Yatsıyı cemâ’at ile kılmıyanlar, toplanıp da, terâvîhi cemâ’at ile kılamazlar.
Çünki, terâvîhin cemâ’ati, farzın cemâ’ati olmak
lâzımdır. Yatsıyı cemâ’at ile kılmıyan bir kimse, farzı
yalnız kılıp, sonra terâvîhi kılan cemâ’ate katılabilir. [74. cü maddeye
bakınız!]
Terâvîh nemâzına kalkarken okunacak düâ:
Sübhâne zil mülki vel melekût.
Sübhâne zil izzeti vel azameti vel celâli vel cemâli vel ceberût. Sübhânel
melikil mevcûd. Sübhânel melikil ma’bûd. Sübhânel melikil hayyillezî lâ yenâmü
ve lâ yemût. Sübbûhun kuddûsün Rabbünâ ve Rabbül melâiketi verrûh. Merhaben,
merhaben, merhabâ yâ şehre Ramezân. Merhaben, merhaben merhabâ yâ
şehrel-bereketi vel gufrân. Merhaben, merhaben, merhabâ yâ şehret-tesbîhi
vet-tehlîli vez-zikri ve tilâvet-il Kur’ân. Evvelühû, âhiruhû, zâhiruhû,
bâtınühû yâ men lâ ilâhe illâ hüv.
Allahümme salli alâ seyyidinâ
Muhammedin ve alâ Âli seyyidinâ Muhammed. Biadedi külli dâin ve devâin ve bârik
ve sellim aleyhi ve aleyhim kesîrâ. Üç def’a okunur ve üçüncüsünde (ve salli ve sellim ve bârik aleyhi ve aleyhim kesîran
kesîrâ.) denir. Yâ Hannân, yâ Mennân, yâ
Deyyân, yâ Burhân. Yâ Zel-fadlı vel-ihsân nercül-afve vel gufrân. Vec’alnâ min
utekâi şehri Ramezân bi hurmetil Kur’ân.
İbâdet yapmak için, toplanılan yerlere (Ma’bed) veyâ (İbâdethâne)
denir.
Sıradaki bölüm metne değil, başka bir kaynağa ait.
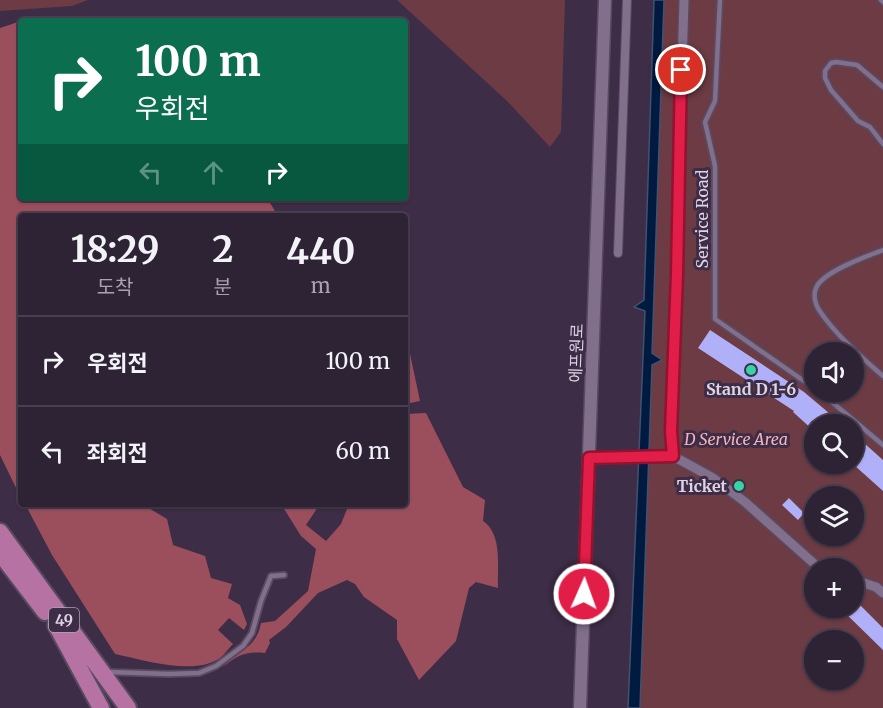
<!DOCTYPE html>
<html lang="ko">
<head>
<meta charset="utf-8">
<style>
	:root { --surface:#2e2235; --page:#3a2f41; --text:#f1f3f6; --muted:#a7a4ad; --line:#493f50 }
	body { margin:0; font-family:Merriweather,"Noto Sans KR",serif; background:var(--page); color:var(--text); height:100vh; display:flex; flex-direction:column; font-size:22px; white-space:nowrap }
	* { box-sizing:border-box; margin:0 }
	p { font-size:20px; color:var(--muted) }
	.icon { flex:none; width:33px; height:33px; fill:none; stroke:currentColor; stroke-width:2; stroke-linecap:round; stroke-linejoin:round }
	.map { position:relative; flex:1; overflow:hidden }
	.details { position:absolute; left:18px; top:213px; width:390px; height:294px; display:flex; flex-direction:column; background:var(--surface); border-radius:6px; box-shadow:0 2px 4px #0004,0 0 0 2px var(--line) }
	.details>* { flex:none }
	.banner { position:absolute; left:18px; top:18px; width:390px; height:183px; border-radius:6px; box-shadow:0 2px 4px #0004,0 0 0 2px var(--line); background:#0b6e4f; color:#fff; overflow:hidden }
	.fabs { position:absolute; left:804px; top:342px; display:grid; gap:12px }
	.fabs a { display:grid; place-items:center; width:60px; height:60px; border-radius:50%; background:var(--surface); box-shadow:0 2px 4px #0004,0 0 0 2px var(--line); font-size:30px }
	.pin { position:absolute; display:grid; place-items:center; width:51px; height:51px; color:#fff; margin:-26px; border:3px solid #fff; border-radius:50%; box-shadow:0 2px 6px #0007 }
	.me { position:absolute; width:66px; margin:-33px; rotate:2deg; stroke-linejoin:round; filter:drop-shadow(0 0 4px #0008) }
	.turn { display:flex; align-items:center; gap:21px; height:126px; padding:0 18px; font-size:27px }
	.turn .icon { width:78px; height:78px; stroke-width:2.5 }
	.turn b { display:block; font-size:42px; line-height:51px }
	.lanes { display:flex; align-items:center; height:57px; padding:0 18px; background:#0003; justify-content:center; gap:30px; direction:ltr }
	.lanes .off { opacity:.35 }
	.eta { display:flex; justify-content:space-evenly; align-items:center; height:102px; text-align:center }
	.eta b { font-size:36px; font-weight:700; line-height:42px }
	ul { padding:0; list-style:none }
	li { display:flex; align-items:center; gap:18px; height:90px; padding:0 18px; border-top:2px solid var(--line) }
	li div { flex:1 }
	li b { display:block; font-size:22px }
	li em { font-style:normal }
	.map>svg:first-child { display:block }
	.green { fill:#6c3b43; fill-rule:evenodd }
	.forest { fill:#9b4f5d }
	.water { fill:#001a40; stroke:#435271; stroke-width:1.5 }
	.building { fill:#b0b0f9 }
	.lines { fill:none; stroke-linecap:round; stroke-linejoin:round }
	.service-casing { stroke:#584a60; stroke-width:8 }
	.pedestrian-casing { stroke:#584a60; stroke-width:10 }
	.minor-casing { stroke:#584a60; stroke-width:12 }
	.tertiary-casing { stroke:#584a60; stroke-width:15 }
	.trunk-casing { stroke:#584a60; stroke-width:20 }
	.service { stroke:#816f8c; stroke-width:4.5 }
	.pedestrian { stroke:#816f8c; stroke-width:8 }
	.minor { stroke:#816f8c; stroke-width:9 }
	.tertiary { stroke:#816f8c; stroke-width:12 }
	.trunk { stroke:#b672a2; stroke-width:16 }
	.route-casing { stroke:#92132f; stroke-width:15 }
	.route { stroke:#e11d48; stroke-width:10 }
	.poi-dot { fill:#35d4a7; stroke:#3d2d47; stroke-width:2 }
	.labels { text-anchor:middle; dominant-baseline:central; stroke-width:6; stroke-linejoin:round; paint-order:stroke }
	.shield { fill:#3d2d47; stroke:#aea2b5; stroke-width:1.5 }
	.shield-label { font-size:15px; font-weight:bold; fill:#ded4e4 }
	.street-label { font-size:16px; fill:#ded4e4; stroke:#3d2d47 }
	.poi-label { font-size:16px; font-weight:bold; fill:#ded4e4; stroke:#3d2d47 }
	.park-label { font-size:16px; font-style:italic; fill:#f7b3bc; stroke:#3d2d47 }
</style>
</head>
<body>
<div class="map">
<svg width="883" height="708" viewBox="0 0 883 708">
	<rect width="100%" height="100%" fill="#3d2d47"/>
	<path class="green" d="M0 0H88L72 6 0 11Z
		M397 0H565L561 132 550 147 507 101Z
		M659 0H883V708H635ZM814 352H854V392H814ZM814 424H854V464H814ZM814 496H854V536H814ZM814 568H854V608H814ZM814 640H854V680H814Z"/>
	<path class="forest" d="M270 16 273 21H158L156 19Z
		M18 22 21 23V198H267L278 216H21V498L0 455V28Z
		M405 305 410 322 409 349 420 401 405 404Z
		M426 413 463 487 485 500 483 521C503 535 497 566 498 588L476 582 469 588 456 641 419 680 397 639V620L364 597 355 584 347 580 318 593 286 627 269 640 270 643 265 653C245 651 238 655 223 667 239 649 256 649 261 623L275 621 308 591 316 549 301 536 281 504H320L306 525 326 541 341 524 349 504H405V414Z
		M25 504H142L167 519 173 545 205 556 211 578 232 584 228 598 240 605 247 624 244 630 229 618 218 630 233 644C229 648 225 654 220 658 195 676 144 660 115 654L52 555Z"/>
	<path class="water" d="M654 0H664L652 353 662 360 652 365 640 708H628L645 311 634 307 644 300Z"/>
	<path class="building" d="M710 330 804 392 842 424H814V431L793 412 794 411 698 348Z
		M854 434 883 460V491L854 465Z
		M789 498 804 513 798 520 782 505Z
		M854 599 883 628V650L840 608H854Z"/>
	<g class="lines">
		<defs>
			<path id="service" d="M720 0 715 101 705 122 715 166V319L814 388
				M881 0 883 2
				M883 87 857 65 836 62 831 63 825 71V78L831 90 858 121 870 127 883 144
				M883 250C867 256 822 272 816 288 813 295 815 304 819 310 835 334 861 357 883 376
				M820 392 883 445
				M109 672 169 674 199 673 216 666 243 646 252 633 261 601 271 576 284 575"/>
			<path id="pedestrian" d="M618 253 627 0"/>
			<path id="minor" d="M673 456 671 431 684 0
				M589 458 673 456 713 478 745 502 819 568
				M854 580 876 587 883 593"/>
			<path id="tertiary" d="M580 708 605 0"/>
			<path id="trunk" d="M0 532 128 708
				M0 553 45 612
				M56 625 101 708"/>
		</defs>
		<use href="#service" class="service-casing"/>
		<use href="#pedestrian" class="pedestrian-casing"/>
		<use href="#minor" class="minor-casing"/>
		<use href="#tertiary" class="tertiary-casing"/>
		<use href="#trunk" class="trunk-casing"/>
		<use href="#service" class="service"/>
		<use href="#pedestrian" class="pedestrian"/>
		<use href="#minor" class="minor"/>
		<use href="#tertiary" class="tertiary"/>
		<use href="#trunk" class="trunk"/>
	</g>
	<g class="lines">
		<defs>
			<path id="route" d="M584 594 589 458 673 456 671 431 677 274 681 70"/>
		</defs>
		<use href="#route" class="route-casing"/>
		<use href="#route" class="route"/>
	</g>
	<g class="poi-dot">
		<circle cx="751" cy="370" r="6"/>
		<circle cx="739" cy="486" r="6"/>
	</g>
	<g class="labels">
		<rect class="shield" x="49" y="608" width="30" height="24" rx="4.5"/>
		<g class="shield-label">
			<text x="64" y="620">49</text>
		</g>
		<g class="street-label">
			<text transform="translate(702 219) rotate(-90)">Service Road</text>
			<text transform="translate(576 353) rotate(-88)">에프원로</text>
		</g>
		<g class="poi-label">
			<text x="751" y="389">Stand D 1-6</text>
			<text x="727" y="486" text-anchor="end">Ticket</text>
		</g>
		<g class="park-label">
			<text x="736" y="439">D Service Area</text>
		</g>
	</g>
</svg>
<div class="fabs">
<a><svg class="icon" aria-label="sound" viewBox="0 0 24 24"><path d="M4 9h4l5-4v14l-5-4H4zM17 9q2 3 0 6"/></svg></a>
<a><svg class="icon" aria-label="search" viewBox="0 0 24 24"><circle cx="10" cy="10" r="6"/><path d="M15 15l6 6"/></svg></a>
<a><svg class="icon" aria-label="layers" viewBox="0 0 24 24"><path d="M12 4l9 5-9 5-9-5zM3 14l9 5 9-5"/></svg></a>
<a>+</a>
<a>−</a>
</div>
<div class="pin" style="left:681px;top:70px;background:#d93025"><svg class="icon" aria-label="arrive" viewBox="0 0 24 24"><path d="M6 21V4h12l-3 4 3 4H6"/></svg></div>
<svg class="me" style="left:584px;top:594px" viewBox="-20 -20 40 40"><circle r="17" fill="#e11d48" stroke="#fff" stroke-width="3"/><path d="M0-11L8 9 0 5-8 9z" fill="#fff"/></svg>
<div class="banner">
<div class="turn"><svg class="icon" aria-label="right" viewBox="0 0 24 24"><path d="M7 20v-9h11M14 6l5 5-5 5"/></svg><div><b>100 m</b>우회전</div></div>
<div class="lanes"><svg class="icon off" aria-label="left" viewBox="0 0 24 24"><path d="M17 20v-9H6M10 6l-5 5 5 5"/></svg><svg class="icon off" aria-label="ahead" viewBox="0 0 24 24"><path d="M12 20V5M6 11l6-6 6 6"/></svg><svg class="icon" aria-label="right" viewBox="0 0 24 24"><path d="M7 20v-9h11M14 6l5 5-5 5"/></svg></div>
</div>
<section class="details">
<div class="eta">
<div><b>18:29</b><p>도착</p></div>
<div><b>2</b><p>분</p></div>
<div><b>440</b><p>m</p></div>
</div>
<ul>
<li><svg class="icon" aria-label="right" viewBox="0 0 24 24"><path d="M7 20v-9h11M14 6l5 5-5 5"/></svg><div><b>우회전</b></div><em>100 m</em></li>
<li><svg class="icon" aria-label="left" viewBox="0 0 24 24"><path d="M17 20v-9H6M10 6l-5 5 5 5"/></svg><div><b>좌회전</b></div><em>60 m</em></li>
</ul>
</section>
</div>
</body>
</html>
Yehûdîlerin ma’bedlerine (Sinagog) ve (Havra) denir.
Hıristiyanların ma’bedine (Kilise) ve
(Bî’a) veyâ (Savme’a)
denir. Müslimânların ma’bedine (Mescid) ve
(Câmi’) denir. Ma’bedlerde ibâdet
yapılması ve dinlerin emrleri, yasakları, öğretilir. Şimdi ma’bedlerde konuşan
vazîfeliler iki şey üzerinde durmakdadırlar:
1
- Parlak,
yaldızlı sözlerle, acıklı hikâyelerle, nağmeli hazîn okumalarla, hattâ çalgı ve
ho-parlörlerle, dinleyicileri rikkate, heyecâna getirmek, kalbleri alarak,
onların teslîm olmalarını, bir gâyeye sürüklenmelerini sağlamak.
2
- Dînin
emrlerini, yasaklarını öğretmek ve bunlara uyulmasını sağlamak.
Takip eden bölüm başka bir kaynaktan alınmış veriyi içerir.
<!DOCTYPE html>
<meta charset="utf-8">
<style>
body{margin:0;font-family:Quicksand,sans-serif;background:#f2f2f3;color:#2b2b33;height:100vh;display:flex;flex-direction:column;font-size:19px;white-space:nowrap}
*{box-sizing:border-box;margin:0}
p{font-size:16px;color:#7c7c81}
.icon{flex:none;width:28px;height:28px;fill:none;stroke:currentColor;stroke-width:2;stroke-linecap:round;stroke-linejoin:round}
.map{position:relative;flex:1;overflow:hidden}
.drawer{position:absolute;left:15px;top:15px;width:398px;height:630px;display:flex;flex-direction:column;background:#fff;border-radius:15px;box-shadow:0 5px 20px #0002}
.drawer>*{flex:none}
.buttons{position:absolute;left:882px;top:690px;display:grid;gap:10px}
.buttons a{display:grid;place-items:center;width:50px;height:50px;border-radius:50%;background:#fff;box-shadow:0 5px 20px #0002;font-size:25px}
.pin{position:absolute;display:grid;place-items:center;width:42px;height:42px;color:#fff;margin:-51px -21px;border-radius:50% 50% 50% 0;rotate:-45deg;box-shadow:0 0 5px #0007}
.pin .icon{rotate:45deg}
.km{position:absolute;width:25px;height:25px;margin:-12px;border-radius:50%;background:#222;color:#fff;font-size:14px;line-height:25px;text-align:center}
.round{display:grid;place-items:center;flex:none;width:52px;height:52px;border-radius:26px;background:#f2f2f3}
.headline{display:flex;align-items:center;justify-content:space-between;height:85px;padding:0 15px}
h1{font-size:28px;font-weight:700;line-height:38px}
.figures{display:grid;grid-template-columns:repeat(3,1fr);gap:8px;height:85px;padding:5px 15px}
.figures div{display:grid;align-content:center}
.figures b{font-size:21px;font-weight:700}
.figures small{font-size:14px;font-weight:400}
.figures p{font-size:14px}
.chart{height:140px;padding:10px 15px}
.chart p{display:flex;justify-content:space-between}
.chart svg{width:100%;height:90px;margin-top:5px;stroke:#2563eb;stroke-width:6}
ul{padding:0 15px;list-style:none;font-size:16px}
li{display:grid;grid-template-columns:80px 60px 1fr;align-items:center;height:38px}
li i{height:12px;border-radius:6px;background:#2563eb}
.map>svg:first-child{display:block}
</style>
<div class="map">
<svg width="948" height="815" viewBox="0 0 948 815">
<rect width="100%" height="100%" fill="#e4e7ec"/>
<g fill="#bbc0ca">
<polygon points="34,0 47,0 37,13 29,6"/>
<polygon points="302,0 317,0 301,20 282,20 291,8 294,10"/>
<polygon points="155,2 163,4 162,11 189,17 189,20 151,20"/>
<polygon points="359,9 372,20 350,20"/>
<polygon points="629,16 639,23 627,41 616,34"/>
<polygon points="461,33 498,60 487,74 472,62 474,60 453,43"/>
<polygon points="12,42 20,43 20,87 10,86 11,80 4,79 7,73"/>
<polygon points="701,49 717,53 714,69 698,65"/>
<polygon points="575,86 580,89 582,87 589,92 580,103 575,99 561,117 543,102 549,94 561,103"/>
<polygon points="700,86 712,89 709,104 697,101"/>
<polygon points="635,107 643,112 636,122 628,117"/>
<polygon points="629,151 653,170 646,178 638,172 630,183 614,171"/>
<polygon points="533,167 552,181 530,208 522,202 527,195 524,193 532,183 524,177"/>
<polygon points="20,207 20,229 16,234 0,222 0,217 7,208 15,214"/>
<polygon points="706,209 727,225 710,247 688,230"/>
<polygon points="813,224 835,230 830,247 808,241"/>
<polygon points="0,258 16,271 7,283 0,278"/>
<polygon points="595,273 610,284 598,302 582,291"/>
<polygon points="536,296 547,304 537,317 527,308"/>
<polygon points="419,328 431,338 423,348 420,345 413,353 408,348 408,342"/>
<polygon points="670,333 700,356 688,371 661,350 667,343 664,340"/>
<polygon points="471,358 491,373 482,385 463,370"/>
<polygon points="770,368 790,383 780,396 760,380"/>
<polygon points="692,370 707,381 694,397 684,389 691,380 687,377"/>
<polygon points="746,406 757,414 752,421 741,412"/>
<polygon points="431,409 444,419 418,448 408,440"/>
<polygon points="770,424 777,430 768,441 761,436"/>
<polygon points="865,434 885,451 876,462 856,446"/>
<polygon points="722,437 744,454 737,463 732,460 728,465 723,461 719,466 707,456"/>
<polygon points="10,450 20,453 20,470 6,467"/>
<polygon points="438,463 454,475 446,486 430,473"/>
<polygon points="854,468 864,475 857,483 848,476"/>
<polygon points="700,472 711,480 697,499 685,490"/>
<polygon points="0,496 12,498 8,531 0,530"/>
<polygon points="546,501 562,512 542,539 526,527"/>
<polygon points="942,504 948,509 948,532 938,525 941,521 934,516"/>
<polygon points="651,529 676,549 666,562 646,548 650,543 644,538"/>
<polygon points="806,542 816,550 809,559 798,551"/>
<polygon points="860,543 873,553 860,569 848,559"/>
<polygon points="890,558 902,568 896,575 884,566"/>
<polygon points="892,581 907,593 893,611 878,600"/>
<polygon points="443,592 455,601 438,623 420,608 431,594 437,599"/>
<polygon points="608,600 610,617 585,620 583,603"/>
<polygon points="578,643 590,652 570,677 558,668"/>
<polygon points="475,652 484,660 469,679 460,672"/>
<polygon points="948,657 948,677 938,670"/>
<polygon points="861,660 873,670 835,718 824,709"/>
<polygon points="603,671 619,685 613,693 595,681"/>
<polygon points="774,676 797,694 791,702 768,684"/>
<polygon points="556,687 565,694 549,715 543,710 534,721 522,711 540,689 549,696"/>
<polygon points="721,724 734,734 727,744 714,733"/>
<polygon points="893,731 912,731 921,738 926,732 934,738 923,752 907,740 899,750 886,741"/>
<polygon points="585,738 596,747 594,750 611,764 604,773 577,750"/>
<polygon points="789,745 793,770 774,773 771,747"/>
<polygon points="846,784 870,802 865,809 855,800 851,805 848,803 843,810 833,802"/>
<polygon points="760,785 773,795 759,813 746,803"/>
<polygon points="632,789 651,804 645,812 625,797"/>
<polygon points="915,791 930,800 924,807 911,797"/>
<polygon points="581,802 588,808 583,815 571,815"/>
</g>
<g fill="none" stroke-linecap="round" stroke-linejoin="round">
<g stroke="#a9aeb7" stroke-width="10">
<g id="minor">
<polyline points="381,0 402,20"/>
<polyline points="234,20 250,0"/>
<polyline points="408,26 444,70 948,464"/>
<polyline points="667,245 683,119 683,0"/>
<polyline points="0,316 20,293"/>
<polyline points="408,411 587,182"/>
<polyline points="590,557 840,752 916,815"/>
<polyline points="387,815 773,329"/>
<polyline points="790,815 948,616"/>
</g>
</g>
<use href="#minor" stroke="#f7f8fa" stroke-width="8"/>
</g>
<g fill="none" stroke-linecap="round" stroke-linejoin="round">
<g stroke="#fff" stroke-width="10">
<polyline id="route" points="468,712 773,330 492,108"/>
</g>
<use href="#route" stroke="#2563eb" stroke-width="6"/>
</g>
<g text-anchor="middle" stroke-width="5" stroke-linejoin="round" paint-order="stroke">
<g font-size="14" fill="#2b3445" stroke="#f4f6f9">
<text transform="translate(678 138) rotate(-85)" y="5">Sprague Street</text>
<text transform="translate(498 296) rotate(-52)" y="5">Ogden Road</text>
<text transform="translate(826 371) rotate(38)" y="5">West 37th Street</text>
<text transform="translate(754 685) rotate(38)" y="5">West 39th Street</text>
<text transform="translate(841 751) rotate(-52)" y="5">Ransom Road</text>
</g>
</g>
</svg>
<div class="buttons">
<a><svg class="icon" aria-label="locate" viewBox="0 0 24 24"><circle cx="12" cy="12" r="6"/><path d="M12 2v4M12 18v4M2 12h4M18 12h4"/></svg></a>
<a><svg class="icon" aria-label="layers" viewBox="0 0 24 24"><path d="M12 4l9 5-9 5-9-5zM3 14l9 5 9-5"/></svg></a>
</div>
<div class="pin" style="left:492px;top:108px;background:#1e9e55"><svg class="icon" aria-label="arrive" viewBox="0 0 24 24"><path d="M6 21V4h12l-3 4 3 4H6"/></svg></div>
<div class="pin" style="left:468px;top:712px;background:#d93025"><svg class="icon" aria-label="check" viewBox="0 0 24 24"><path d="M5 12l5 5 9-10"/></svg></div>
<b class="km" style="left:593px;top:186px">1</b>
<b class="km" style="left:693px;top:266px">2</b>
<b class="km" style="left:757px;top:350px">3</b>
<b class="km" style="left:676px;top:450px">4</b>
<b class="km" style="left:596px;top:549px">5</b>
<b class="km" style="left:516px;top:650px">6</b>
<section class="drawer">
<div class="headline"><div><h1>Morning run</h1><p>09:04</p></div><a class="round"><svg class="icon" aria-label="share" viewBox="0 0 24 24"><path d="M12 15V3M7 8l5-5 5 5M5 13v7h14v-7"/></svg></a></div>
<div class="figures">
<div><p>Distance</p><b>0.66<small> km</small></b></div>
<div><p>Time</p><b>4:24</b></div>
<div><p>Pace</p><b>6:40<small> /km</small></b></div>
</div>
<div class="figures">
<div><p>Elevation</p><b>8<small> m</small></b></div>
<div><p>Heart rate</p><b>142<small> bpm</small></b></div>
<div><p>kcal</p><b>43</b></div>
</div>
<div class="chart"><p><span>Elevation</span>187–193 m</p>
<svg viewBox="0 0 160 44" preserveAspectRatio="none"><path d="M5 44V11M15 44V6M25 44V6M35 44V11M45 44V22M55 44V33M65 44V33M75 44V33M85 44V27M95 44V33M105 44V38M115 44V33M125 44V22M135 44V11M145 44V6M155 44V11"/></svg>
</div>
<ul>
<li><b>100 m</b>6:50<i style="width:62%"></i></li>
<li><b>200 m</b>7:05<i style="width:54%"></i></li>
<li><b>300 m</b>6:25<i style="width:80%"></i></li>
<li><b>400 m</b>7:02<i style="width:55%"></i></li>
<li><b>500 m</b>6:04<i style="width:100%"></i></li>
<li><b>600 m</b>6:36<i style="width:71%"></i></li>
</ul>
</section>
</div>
Bugün hıristiyanların kiliselerinde ve yehûdîlerin
havralarında, kalblerin, rûhların değil de, yalnız nefslerin, düşüncelerin
birleşdirilmesine çalışılmakdadır. Dînî vecîbeler olarak da, eski din
adamlarının koydukları ve her zemân, her yerde başka olan şeyler
öğretilmekdedir. Bunun için, kiliseler, havralar, bir ma’bed değil, bir
politika, bir konferans yeri olup, insanları uyuşdurarak, liderlerin, şeflerin
arzû ve düşüncelerine sürüklemekdedirler.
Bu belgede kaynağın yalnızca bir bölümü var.